Problem requirements
Pull out every line with the word "lines" from the entries below.

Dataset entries
_ _ _ _
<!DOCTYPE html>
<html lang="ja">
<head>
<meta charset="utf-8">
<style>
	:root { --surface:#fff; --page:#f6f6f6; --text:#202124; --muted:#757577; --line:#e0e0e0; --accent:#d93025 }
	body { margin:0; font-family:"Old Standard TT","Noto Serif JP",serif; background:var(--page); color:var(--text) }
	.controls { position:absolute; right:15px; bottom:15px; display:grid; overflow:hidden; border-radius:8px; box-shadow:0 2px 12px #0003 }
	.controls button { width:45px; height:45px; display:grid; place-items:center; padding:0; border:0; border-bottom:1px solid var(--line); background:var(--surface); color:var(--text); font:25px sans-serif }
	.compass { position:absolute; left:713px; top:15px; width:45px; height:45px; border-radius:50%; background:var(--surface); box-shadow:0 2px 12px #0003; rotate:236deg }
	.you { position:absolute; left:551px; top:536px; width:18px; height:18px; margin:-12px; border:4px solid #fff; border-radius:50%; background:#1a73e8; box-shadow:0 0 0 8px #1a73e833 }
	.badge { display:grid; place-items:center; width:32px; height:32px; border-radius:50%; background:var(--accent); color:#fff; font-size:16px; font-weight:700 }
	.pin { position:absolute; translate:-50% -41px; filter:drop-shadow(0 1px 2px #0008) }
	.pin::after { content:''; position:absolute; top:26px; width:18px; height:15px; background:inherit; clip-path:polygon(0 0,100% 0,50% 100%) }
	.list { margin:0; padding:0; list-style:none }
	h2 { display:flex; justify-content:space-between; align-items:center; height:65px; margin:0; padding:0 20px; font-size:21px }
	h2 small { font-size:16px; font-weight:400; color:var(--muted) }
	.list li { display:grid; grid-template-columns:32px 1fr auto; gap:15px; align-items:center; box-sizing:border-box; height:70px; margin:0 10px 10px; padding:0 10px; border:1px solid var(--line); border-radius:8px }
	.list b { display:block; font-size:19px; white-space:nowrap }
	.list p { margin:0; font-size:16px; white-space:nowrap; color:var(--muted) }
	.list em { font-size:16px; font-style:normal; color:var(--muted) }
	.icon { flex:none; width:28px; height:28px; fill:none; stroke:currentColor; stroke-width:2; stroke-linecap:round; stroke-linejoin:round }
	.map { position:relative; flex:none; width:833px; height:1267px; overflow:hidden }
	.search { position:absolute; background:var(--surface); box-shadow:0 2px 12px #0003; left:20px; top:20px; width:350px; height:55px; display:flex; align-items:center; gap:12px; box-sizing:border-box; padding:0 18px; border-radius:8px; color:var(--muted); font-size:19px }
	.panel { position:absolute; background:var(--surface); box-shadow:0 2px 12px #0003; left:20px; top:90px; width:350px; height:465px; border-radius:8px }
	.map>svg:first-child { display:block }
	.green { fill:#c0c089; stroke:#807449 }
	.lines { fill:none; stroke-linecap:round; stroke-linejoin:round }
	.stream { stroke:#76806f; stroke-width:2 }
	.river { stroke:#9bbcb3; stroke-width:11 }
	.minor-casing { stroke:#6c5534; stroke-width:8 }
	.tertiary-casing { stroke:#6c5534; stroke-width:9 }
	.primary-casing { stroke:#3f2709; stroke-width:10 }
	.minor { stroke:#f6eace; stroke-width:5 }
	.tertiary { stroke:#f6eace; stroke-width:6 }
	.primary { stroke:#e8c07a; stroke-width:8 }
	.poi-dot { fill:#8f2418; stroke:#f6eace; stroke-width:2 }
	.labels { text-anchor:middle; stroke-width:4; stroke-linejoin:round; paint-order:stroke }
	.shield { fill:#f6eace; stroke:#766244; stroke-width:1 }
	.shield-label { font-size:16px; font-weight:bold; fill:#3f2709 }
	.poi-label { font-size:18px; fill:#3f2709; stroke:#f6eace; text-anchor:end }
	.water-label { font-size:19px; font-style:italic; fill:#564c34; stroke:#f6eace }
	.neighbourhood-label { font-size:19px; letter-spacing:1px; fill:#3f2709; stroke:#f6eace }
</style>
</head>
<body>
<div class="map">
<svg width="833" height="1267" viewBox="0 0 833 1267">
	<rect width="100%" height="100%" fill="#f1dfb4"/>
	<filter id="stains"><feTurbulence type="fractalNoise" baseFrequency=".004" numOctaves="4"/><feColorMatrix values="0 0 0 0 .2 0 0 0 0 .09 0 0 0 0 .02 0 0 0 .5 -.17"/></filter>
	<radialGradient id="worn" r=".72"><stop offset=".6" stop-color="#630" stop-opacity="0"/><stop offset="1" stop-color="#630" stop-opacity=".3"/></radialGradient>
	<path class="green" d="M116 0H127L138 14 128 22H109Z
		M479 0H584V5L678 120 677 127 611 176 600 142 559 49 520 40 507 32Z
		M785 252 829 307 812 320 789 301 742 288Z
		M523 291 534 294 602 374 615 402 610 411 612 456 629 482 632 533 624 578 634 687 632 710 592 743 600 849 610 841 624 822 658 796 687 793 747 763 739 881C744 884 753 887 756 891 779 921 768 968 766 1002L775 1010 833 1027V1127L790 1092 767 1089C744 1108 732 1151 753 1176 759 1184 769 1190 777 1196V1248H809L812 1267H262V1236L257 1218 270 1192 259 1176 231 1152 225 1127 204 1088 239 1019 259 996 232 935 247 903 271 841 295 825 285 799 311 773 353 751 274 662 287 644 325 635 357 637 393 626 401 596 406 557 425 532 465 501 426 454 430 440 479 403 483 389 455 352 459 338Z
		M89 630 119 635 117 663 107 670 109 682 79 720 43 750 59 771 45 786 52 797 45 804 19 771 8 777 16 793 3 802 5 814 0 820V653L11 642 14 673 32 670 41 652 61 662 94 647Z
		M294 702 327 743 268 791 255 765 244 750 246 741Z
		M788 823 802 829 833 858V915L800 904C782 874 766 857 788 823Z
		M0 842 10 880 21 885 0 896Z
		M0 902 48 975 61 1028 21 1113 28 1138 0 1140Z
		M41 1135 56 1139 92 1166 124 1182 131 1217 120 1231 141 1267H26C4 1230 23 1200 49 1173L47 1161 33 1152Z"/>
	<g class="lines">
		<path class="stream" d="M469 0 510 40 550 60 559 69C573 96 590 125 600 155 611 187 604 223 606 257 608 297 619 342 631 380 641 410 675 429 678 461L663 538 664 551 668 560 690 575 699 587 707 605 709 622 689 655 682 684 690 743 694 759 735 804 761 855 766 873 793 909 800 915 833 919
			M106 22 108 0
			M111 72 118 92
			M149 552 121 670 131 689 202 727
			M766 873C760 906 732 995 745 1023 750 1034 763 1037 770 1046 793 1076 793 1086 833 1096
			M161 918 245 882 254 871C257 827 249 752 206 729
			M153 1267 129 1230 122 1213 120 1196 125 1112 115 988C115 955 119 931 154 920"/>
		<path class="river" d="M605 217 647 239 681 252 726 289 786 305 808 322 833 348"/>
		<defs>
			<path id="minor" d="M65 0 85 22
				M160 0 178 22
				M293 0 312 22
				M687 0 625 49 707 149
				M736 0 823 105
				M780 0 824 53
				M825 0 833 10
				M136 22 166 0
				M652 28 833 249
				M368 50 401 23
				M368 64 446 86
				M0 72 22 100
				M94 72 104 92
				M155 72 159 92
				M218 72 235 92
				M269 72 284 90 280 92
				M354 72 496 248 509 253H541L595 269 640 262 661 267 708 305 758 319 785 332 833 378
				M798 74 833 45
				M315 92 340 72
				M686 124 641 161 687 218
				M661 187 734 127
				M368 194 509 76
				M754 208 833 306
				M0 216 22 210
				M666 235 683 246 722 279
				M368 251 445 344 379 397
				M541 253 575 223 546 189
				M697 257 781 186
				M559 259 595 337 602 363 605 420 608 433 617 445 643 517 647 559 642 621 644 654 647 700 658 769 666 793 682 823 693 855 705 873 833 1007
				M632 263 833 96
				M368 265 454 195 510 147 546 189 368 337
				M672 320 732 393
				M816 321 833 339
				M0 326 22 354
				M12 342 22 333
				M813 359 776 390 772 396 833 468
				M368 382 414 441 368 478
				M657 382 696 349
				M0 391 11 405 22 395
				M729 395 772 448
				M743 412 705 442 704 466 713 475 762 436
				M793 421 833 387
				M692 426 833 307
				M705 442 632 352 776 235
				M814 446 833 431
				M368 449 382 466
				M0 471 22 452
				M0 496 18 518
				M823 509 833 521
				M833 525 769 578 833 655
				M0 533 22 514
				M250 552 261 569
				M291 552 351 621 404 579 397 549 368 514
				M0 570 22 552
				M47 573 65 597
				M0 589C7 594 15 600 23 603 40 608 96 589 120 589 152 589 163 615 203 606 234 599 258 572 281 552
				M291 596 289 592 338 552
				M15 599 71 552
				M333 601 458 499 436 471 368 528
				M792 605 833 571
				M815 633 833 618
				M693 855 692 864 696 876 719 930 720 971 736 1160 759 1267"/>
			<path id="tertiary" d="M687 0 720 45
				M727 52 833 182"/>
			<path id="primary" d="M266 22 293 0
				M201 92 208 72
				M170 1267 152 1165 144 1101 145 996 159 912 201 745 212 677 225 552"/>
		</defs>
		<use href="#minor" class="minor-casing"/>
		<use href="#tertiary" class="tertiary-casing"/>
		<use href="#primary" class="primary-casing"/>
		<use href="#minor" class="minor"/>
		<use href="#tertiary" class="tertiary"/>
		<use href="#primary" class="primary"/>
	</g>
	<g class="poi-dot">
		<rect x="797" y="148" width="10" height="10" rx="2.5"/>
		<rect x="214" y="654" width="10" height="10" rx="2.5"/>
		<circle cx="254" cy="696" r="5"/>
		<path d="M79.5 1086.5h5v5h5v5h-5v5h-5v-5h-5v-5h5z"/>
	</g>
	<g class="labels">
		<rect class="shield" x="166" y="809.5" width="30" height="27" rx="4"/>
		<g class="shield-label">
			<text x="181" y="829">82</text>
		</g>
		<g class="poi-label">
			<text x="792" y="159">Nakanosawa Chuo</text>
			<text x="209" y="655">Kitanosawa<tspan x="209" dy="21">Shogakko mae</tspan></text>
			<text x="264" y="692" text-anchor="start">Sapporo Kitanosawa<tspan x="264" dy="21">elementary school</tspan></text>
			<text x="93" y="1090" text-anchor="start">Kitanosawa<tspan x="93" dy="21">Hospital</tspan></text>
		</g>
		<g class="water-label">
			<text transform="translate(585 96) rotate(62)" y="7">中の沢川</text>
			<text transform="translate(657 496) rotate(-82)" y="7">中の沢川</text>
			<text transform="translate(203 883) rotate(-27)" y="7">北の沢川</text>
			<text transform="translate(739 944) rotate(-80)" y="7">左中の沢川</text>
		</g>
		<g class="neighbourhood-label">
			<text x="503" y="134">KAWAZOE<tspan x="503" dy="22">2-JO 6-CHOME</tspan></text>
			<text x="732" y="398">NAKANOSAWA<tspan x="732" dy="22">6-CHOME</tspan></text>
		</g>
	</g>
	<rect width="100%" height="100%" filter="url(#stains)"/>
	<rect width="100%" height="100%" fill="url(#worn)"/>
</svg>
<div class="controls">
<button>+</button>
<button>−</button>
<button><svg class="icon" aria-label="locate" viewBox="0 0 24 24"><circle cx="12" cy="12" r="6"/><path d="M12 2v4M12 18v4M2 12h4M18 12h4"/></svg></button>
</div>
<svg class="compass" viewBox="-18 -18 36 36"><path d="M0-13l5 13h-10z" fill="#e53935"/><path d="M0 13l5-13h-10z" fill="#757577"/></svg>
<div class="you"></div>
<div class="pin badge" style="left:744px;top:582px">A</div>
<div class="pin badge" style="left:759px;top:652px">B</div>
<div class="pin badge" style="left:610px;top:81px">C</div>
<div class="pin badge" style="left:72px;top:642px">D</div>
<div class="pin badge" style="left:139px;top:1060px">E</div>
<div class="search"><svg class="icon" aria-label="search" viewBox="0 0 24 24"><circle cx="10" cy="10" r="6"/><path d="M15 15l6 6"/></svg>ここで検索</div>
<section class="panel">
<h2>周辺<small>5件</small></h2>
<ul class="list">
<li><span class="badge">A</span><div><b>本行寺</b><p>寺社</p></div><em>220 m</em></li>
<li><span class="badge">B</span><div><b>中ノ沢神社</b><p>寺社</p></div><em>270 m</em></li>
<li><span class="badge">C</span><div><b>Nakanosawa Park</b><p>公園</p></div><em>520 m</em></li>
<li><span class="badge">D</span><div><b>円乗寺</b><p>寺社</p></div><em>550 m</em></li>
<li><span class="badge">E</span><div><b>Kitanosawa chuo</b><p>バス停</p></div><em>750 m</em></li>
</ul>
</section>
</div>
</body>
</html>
_ _ _ _
Exercise result
	.lines { fill:none; stroke-linecap:round; stroke-linejoin:round }
	<g class="lines">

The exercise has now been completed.